Which areas of the construction industry are thriving or struggling at the moment?

Everything is business as usual at the moment. I think issues will arise when the Government starts to trigger Article 50 and that generates a lot of uncertainty. You will see different phasing as to how that will affect construction – for example, private housing will be hit first as it is so closely linked to the economy. Then you will have long-term hits such as offices and retail, where current contracts will continue to be built out. It is when this demand stops that we will see a tail-off and a downturn in commercial building activity.   

Is this something that the UK should be concerned about?

I think it is the uncertainty it generates. As I said, it is an unprecedented event and we just don’t know how it will play out. An environment of uncertainty can really affect businesses and investments. This filters through to decision-making and a lack of construction contracts, which will translate into lower building activity. It is about trying to see through the uncertainty to form an idea of what trends will arise. 

Do you see the skills gap as an issue in the UK that could be improved on?

Without a doubt it is an issue. We have a large proportion of the construction workforce reaching retirement age. The construction workforce is still recovering from the last recession and we haven’t recovered the same amount of jobs on a nationwide level. There is definitely more to be done, such as recognised training qualifications, encouraging younger people and engaging with schools. From an economist’s point of view, it is quite difficult to promote from a skills perspective. In the 2008–09 recession, construction output fell much more sharply than the overall economy and was even more magnified in house building, for example. It is very difficult to smooth out economic cycles and showcase construction as an industry that has a steady growth profile.

What would you say is most important to encourage people into the construction industry? 

I think it is the whole training and qualification side that can be promoted – certainly on the product side – but it can be very fragmented. There are thousands of training programmes – some formalisation of these would be useful. This way you can make a career out of having a skill in one area of construction, without barriers based on products you’ve previously worked with, or your location, for example, as can be seen in some Section 106 agreements and local labour clauses.

You mentioned a forecast was updated in November. What results did you get from this? 

Our Summer forecast was determined immediately after the referendum, with almost no data for us to base our projections on. For the Autumn forecast we had a few data points and insight from our members who could inform us how construction and orders were performing ‘on the ground’. Compared with the Summer, where we’d been forecasting a contraction in 2017 and a recovery in 2018, our Autumn forecasts envisage broadly flat activity in both 2017 and 2018. Performance by sector is more nuanced, however, with a contraction expected in commercial offices and industrial factories and warehouses, but growth in infrastructure, which is shored up by five-year investment programmes. 

Are there any trends in construction emerging in 2017?

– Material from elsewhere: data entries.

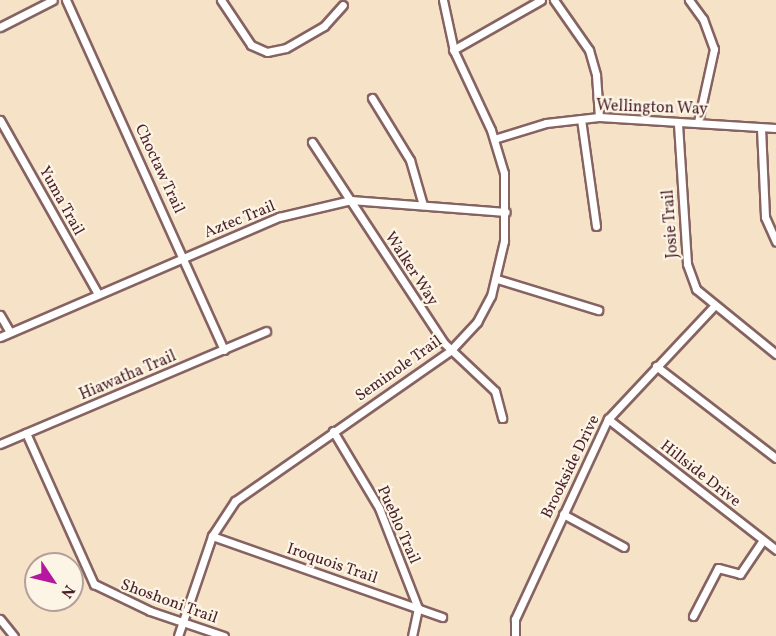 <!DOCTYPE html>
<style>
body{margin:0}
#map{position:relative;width:776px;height:636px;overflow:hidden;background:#f5e2c7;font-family:Vollkorn,serif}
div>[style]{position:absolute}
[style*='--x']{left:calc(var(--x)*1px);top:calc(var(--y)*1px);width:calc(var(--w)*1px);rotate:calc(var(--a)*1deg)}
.roads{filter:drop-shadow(2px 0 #866362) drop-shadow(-2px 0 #866362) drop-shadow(0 2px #866362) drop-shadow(0 -2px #866362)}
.minor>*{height:7px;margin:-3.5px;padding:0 3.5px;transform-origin:3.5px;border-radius:3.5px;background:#fff}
span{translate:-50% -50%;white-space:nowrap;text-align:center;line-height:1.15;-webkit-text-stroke:4.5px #fcf5e5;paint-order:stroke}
.street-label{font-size:16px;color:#4a1f2b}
.north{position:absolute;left:24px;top:552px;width:60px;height:60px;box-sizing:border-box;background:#fcf5e5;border:2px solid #b59f9b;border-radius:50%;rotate:125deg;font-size:16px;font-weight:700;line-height:24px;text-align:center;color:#4a1f2b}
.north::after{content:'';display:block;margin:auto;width:21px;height:27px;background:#b5179e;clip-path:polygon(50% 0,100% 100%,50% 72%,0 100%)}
</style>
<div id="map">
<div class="roads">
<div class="minor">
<i style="--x:66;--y:0;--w:384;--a:65.7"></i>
<i style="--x:221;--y:0;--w:54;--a:56.3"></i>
<i style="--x:251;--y:45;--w:17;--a:24"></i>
<i style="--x:267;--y:52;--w:19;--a:-12"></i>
<i style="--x:286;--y:48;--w:44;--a:-30.1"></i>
<i style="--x:324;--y:26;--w:28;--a:-48"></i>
<i style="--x:554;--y:0;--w:61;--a:55"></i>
<i style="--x:589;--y:50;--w:26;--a:74"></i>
<i style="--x:596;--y:75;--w:42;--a:85.9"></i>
<i style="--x:689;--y:0;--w:24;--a:54"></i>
<i style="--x:703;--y:19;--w:32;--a:70"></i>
<i style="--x:714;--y:49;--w:75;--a:102.4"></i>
<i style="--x:0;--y:27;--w:59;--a:-27"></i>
<i style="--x:453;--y:50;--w:101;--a:-29.6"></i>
<i style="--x:372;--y:98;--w:73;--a:58.5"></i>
<i style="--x:410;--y:160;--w:47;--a:73.9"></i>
<i style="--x:581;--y:119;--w:108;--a:82"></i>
<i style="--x:0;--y:120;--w:200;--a:60.6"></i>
<i style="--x:678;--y:124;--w:140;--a:86.3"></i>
<i style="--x:687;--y:264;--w:27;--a:70"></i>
<i style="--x:696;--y:289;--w:103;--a:39.1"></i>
<i style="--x:761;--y:128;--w:89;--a:87.4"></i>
<i style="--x:765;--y:217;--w:27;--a:66"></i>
<i style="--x:494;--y:139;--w:54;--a:-17.1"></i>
<i style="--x:546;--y:123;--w:53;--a:-6.5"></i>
<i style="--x:599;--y:117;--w:177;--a:3.6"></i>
<i style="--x:312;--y:142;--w:240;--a:56.7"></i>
<i style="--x:444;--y:343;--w:70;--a:43.3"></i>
<i style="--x:495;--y:391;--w:28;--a:75"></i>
<i style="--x:497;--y:279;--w:106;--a:17.1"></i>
<i style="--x:0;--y:315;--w:20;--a:60"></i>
<i style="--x:0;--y:337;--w:304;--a:-23.3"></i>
<i style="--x:279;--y:217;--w:74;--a:-13.3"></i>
<i style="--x:351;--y:200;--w:155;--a:4.4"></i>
<i style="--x:656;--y:366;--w:151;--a:37.5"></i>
<i style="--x:608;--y:419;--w:213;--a:37.9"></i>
<i style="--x:333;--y:431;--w:90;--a:59.1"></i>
<i style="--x:379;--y:508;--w:107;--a:68.7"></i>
<i style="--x:418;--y:608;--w:29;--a:102"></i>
<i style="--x:26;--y:433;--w:166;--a:65.8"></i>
<i style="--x:94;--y:584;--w:62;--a:25.7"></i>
<i style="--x:150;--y:611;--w:78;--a:18.7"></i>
<i style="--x:0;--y:444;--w:289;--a:-23"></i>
<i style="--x:563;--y:514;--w:69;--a:28.4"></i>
<i style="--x:212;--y:536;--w:244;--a:19.4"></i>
<i style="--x:693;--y:616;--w:54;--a:-62.5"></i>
<i style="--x:718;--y:568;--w:23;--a:15"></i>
<i style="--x:740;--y:574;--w:41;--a:-55.9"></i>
<i style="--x:0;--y:619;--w:22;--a:51"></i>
<i style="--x:178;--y:636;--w:106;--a:-71.2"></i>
<i style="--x:212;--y:536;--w:42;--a:-56.7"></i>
<i style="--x:235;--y:501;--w:262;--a:-34.9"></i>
<i style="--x:450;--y:351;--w:40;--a:-47"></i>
<i style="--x:477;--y:322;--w:30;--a:-62"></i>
<i style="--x:491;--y:296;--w:57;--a:-76.7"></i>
<i style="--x:504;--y:241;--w:68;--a:-90"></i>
<i style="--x:504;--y:173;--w:45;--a:-106.8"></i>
<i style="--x:491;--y:130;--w:87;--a:-115.1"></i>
<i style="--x:454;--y:51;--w:52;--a:-102.2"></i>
<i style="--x:515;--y:636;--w:17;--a:-90"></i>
<i style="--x:515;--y:619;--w:221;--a:-65.1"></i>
<i style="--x:608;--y:419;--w:155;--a:-46.8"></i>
</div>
</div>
<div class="street-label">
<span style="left:652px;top:108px;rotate:2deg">Wellington Way</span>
<span style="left:159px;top:169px;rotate:65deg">Choctaw Trail</span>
<span style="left:61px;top:201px;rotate:61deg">Yuma Trail</span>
<span style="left:240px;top:220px;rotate:-22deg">Aztec Trail</span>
<span style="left:671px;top:224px;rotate:-94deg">Josie Trail</span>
<span style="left:411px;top:269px;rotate:57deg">Walker Way</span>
<span style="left:399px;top:369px;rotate:-35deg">Seminole Trail</span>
<span style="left:128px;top:376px;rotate:-23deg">Hiawatha Trail</span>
<span style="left:571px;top:467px;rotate:-64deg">Brookside Drive</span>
<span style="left:700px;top:474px;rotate:38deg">Hillside Drive</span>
<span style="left:398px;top:525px;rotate:66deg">Pueblo Trail</span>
<span style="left:332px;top:564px;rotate:19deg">Iroquois Trail</span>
<span style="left:169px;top:602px;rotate:20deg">Shoshoni Trail</span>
</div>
<div class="north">N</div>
</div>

The depreciation in the pound since the middle of 2016 has filtered through quickly into higher prices for imported materials and will combine with the inflationary pressures we’ve seen on the labour side over the last 18 months. This affects the entire supply chain, from product manufacturers through to building contractors. The construction industry doesn’t export very much so it remains exposed to any further volatility in the exchange rate that might occur as Brexit negotiations commence.

Rebecca Larkin is a Senior Economist at the Construction Products Association. Her work involves analysing the UK construction market, with a focus on private and public housing and collating and analysing economic data relevant to the construction products industry.